» **GOAL OF THE EXERCISE**: A single number is required: how many lines in the entries hold the word "Keep".

» **DATA SECTION**:
>>>>

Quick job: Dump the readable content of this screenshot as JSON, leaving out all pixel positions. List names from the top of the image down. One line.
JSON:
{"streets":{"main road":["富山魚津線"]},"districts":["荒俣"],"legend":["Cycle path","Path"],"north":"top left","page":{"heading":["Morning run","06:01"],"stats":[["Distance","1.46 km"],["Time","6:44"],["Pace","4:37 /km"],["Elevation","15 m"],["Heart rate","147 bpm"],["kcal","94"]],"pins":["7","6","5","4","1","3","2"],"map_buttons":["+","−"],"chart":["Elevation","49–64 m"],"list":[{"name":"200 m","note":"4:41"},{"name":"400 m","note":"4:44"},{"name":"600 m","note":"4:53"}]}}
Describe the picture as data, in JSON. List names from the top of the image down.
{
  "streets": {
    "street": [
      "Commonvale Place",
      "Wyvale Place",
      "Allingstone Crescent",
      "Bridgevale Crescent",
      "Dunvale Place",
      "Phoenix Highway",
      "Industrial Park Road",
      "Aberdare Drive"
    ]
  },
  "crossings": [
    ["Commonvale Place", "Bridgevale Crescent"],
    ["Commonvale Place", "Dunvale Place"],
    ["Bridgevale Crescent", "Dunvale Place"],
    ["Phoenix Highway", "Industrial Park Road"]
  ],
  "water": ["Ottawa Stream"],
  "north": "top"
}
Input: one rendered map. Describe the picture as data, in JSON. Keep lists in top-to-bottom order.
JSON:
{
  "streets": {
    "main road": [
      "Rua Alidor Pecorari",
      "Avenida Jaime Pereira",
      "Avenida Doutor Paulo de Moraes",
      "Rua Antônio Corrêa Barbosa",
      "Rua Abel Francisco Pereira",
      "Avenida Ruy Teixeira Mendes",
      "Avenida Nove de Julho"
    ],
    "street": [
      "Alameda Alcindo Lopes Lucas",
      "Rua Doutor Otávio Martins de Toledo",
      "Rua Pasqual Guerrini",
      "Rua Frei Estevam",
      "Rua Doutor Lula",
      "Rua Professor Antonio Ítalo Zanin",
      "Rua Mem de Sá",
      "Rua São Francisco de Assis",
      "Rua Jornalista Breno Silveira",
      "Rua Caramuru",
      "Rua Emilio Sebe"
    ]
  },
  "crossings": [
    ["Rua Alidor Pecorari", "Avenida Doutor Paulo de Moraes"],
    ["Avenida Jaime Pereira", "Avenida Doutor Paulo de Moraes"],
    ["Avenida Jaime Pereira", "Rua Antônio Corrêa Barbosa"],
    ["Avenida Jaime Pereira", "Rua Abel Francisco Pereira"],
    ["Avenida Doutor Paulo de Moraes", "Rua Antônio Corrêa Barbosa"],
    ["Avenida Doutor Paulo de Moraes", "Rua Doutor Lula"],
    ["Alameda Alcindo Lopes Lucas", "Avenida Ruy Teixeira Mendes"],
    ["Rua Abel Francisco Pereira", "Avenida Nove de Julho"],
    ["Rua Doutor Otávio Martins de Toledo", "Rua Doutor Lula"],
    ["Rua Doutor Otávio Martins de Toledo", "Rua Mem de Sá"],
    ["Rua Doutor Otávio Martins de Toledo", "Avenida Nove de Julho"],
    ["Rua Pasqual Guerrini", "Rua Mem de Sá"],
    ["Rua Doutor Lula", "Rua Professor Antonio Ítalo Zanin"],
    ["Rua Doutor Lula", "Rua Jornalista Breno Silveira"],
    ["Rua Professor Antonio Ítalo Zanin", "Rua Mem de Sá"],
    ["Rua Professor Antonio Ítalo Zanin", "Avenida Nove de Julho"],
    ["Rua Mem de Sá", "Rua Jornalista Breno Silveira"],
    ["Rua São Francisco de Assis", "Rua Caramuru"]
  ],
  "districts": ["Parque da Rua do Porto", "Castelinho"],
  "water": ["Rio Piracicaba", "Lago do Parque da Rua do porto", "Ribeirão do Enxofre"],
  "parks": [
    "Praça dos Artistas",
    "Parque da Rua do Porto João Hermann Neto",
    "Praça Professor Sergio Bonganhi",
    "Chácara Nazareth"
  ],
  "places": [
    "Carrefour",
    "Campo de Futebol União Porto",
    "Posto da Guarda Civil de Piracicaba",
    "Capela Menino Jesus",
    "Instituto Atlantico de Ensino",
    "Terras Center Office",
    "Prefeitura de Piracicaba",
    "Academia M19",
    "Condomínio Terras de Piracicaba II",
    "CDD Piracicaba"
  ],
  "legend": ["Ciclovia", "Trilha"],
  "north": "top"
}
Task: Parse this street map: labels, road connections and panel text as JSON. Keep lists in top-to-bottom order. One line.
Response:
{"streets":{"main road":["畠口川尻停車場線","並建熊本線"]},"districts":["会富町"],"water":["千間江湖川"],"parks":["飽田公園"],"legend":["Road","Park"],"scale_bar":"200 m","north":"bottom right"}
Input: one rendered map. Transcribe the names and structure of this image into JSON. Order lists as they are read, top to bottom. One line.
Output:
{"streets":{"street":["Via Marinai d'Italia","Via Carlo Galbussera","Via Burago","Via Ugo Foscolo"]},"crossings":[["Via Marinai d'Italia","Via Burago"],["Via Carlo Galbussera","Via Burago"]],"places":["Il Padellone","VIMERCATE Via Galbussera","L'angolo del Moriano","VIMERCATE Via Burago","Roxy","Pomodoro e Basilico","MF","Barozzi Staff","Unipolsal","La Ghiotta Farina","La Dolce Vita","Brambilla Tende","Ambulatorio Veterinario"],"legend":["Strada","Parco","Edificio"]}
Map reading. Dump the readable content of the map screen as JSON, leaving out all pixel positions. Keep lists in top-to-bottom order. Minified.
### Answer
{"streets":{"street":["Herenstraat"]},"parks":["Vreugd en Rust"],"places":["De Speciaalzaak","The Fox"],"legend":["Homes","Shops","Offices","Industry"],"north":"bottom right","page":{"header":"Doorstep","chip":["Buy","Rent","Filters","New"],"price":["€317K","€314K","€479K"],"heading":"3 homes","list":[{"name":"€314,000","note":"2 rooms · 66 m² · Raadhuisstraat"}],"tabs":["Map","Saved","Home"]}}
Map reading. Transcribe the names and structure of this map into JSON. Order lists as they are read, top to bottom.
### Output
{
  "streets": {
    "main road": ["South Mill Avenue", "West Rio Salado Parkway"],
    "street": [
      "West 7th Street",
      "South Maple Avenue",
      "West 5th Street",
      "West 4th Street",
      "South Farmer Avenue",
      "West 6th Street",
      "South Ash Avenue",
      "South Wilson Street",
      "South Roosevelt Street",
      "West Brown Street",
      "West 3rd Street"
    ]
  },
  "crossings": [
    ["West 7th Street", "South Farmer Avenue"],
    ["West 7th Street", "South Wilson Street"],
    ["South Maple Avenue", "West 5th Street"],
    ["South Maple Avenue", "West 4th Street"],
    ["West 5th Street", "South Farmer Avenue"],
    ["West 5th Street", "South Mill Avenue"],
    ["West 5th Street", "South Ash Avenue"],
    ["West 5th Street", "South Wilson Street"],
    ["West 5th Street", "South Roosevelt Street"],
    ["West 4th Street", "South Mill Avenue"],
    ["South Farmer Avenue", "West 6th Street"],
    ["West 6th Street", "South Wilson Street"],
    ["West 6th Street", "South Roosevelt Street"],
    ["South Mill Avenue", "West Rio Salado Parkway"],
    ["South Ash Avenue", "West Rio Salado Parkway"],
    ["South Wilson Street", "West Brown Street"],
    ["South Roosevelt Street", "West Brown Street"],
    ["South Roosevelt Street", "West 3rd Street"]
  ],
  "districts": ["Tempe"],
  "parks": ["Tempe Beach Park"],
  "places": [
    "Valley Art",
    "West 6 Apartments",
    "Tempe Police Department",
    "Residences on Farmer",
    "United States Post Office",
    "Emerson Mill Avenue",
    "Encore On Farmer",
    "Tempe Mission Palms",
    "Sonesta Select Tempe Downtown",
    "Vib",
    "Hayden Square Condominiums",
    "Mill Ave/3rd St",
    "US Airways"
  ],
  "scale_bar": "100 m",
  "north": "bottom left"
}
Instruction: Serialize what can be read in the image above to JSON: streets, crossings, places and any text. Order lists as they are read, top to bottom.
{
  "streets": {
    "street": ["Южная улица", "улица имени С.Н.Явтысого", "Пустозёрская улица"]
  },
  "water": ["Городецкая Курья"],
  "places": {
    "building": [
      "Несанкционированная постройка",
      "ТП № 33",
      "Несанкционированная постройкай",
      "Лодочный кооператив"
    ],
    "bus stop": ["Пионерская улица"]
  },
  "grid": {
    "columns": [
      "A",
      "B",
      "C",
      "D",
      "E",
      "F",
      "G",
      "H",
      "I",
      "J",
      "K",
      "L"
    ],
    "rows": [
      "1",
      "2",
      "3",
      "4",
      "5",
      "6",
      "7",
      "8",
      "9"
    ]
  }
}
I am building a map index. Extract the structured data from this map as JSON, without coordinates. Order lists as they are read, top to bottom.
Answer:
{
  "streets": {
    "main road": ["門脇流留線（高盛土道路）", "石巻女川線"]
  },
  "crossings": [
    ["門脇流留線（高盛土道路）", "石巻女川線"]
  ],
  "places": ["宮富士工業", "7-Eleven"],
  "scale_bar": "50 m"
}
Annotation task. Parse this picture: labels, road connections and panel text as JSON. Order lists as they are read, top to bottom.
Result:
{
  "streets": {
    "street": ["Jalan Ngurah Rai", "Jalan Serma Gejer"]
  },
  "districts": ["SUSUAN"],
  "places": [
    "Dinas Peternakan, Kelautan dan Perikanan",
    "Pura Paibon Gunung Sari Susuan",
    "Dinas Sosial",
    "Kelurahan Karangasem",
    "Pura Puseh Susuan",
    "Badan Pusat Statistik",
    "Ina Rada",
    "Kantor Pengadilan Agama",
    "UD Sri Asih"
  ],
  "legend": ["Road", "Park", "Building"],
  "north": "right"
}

<<<<

» **RESULT OF THE TASK**: 3